Macron Visits the United States
Emmanuel Macron is back in the United States for his second state visit. This time there will be no presidential arm-wrestling or lint-picking, and the speculation will not focus on the question of whether the quick-witted youthful Macron can flatter his lumbering, elderly counterpart into submission. The issues now are if anything more serious than they were in 2017, when Macron confronted an ascendant Donald Trump: the war in Ukraine, the possibility of global recession and US measures to counteract it, the climate crisis, relations with China, and the continuing challenge of authoritarian erosion of liberal democratic norms.
By all appearances, Macron intends to concentrate on the immediate economic issue to the detriment of more serious and intractable long-term challenges. There has been a good deal of saber-rattling in the French press about Biden’s “protectionism” and allegedly “America-first” industrial policy. The irony, of course, is that within Europe France is notorious for similarly promoting its own interests over those of its European partners: witness, most recently, France’s attempts to block the construction of a pipeline from Spanish ports to expedite shipments of natural gas across the continent. Furthermore, French complaints about US subsidies to semiconductor manufacturers and green energy producers ignore Macron’s own policy of granting tax credits to firms on the flimsiest evidence of investment in research and development. If the US is to meet its climate commitments, Biden’s measures are a necessary and long overdue first step, which France should applaud rather than hypocritically oppose.

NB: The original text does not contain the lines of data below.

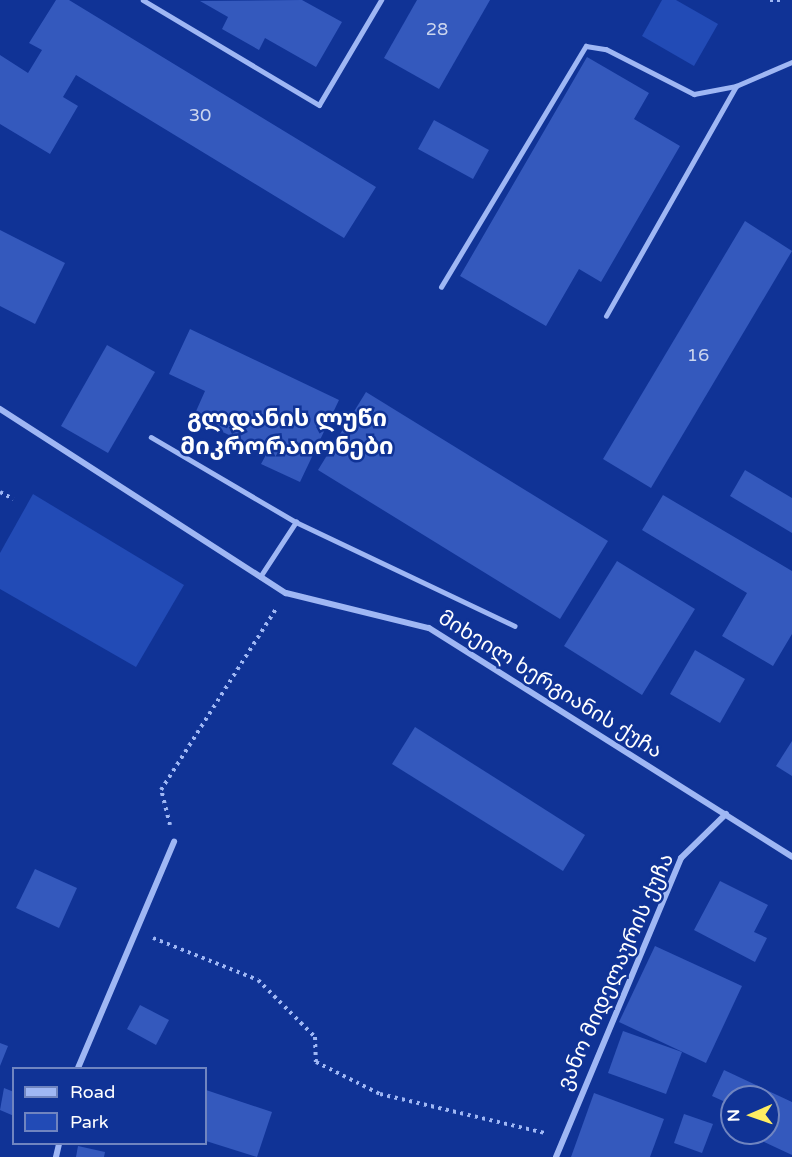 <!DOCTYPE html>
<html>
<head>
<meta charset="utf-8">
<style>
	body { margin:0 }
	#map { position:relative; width:792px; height:1157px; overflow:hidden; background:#103396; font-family:"Varela Round","Noto Sans Georgian",sans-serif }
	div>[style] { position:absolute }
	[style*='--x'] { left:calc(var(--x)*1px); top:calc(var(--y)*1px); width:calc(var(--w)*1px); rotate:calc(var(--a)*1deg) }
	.green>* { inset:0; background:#224bb6 }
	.building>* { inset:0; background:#3459bd }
	.path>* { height:4px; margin-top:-2px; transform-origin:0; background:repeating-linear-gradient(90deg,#9fb7f4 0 3px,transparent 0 7.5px) }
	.lane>* { height:4.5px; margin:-2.25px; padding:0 2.25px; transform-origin:2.25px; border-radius:2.25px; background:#9fb7f4 }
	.street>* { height:6px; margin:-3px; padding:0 3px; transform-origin:3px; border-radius:3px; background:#9fb7f4 }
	span { translate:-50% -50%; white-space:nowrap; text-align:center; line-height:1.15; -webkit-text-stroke:5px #103396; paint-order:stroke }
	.number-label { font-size:18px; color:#ccd6ee }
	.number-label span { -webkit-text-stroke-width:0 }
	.street-label { font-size:21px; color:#fff }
	.quarter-label { font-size:24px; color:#fff; font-weight:700 }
	.legend { position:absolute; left:12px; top:1067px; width:195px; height:78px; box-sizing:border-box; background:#103396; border:2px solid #7085c0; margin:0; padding:8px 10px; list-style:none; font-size:18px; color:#fff }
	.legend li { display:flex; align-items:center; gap:12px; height:30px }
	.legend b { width:30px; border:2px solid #7085c0 }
	.north { position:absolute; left:720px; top:1085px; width:60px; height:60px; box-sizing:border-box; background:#103396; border:2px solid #7085c0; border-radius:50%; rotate:268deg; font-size:16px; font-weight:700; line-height:24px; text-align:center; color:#fff }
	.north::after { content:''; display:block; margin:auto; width:21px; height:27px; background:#ffed62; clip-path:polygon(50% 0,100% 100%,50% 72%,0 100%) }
</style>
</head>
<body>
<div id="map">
	<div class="green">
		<i style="clip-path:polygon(662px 0,676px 0,718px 24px,694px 66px,642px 36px)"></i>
		<i style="clip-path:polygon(33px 494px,184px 585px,136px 667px,0 589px,0 553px)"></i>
	</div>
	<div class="building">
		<i style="clip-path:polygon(56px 0,69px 0,376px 187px,344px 238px,76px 75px,63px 97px,78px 106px,50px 154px,0 124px,0 55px,28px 73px,42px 50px,29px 43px)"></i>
		<i style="clip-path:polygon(302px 0,342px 22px,316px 67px,265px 38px,259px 50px,222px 29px,228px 17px,200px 1px)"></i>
		<i style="clip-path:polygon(417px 0,490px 0,439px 89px,384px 58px)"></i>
		<i style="clip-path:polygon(587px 57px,649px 93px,634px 119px,680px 146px,601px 282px,579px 269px,546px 326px,460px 276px)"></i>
		<i style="clip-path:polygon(434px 120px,489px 150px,473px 179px,418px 149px)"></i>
		<i style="clip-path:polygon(745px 221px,792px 251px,651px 488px,603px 459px)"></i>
		<i style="clip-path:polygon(0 230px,65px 263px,35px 324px,0 306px)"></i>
		<i style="clip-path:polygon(190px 329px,339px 400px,300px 482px,261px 464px,267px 453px,193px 418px,205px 391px,169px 374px)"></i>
		<i style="clip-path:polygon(107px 345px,155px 372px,108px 453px,61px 426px)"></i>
		<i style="clip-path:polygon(366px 392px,608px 541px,560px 619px,318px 470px)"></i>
		<i style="clip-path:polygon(745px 470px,792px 498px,792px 533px,730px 496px)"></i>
		<i style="clip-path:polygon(663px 495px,792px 571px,792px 634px,773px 666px,722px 636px,747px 593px,642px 530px)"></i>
		<i style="clip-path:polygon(617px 561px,695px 609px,642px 695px,564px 646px)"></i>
		<i style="clip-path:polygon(695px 650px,745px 679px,720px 723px,670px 694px)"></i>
		<i style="clip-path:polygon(415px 727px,585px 835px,563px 871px,392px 764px)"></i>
		<i style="clip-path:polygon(792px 741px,792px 776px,776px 766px)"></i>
		<i style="clip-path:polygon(35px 869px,77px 888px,59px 928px,16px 908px)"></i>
		<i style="clip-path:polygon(720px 881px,768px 905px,754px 932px,767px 938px,755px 962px,694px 930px)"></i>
		<i style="clip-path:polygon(655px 946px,742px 986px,706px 1063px,619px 1022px)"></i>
		<i style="clip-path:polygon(140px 1005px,169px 1020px,156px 1045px,127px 1029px)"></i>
		<i style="clip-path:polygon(623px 1031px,682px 1052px,666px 1094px,608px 1073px)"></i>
		<i style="clip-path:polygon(0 1043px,8px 1046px,0 1066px)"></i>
		<i style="clip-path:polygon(724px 1070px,792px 1102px,792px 1155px,745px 1133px,768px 1133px,768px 1097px,732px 1097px,732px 1105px,712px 1096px)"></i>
		<i style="clip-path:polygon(4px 1088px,14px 1092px,14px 1116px,0 1110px)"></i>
		<i style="clip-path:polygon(206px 1090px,272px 1112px,257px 1157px,206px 1141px)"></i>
		<i style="clip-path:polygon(594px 1093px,664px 1119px,650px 1157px,571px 1157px)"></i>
		<i style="clip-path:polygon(684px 1114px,713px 1124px,702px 1153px,674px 1143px)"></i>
		<i style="clip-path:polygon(78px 1146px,105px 1152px,104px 1157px,76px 1157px)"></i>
	</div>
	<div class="path">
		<i style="--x:770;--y:0;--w:14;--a:0"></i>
		<i style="--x:0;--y:492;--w:15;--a:28"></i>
		<i style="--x:170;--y:825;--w:36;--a:-104"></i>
		<i style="--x:161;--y:790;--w:214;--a:-57.6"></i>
		<i style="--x:153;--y:938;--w:113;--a:21.8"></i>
		<i style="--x:258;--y:980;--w:81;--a:45"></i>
		<i style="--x:315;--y:1037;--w:25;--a:88"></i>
		<i style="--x:316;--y:1062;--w:72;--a:26.6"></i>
		<i style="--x:380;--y:1094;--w:170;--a:13.3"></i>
	</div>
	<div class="lane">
		<i style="--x:143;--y:0;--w:205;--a:30.8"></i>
		<i style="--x:319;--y:105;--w:122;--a:-59.4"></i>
		<i style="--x:441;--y:287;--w:281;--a:-59"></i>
		<i style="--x:586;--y:46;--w:20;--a:9"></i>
		<i style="--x:606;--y:49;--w:99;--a:27.1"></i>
		<i style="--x:694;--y:94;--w:43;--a:-10.8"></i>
		<i style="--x:736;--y:86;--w:61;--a:-23.2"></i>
		<i style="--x:606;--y:316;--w:264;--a:-60.5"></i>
		<i style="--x:151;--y:437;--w:168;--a:30.4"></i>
		<i style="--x:296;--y:522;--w:242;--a:25.4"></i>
		<i style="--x:260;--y:577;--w:66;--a:-56.8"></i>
	</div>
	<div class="street">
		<i style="--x:0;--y:409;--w:340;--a:32.8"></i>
		<i style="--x:286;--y:593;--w:147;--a:13.8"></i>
		<i style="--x:429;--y:628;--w:429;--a:32.2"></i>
		<i style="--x:78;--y:1068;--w:246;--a:-67"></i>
		<i style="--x:56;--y:1157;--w:13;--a:-77"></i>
		<i style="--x:556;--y:1157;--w:324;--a:-67.3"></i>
		<i style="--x:681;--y:858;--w:63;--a:-44.4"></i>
	</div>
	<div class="number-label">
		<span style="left:437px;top:29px">28</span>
		<span style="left:200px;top:115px">30</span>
		<span style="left:698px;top:355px">16</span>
	</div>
	<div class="street-label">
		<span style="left:550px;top:685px;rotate:32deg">მიხეილ ხერგიანის ქუჩა</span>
		<span style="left:616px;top:972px;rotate:-66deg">ვანო მიდელაურის ქუჩა</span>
	</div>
	<div class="quarter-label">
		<span style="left:287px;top:433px">გლდანის ლუწი<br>მიკრორაიონები</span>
	</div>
	<ul class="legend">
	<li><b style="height:8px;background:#9fb7f4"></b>Road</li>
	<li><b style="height:16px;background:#224bb6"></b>Park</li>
	</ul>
	<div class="north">N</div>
</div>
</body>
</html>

On Ukraine, reports are that Macron will seek to impress on Biden the costs to EU economies of the ongoing war and gas embargo. What does he hope to obtain? Increased US pressure on Ukraine to negotiate with a Russia that has shown no signs of willingness to reciprocate? Greater recognition of Russian interests? Macron has previously called on the US not to “humiliate” Putin, but exactly what this would entail in practice has not been spelled out, and self-abasement on Europe’s part does not seem likely to compensate for the loss of face that Putin has already suffered because of his military’s poor showing in the wake of his ill-calculated aggression.
In short, I think Macron is playing a very weak hand and will obtain little from Biden beyond a show of solidarity and some rather honeyed rhetoric about the longevity of the “Franco-American couple” and the importance of maintaining close trans-Atlantic ties. Les chiens aboient, les caravanes passent.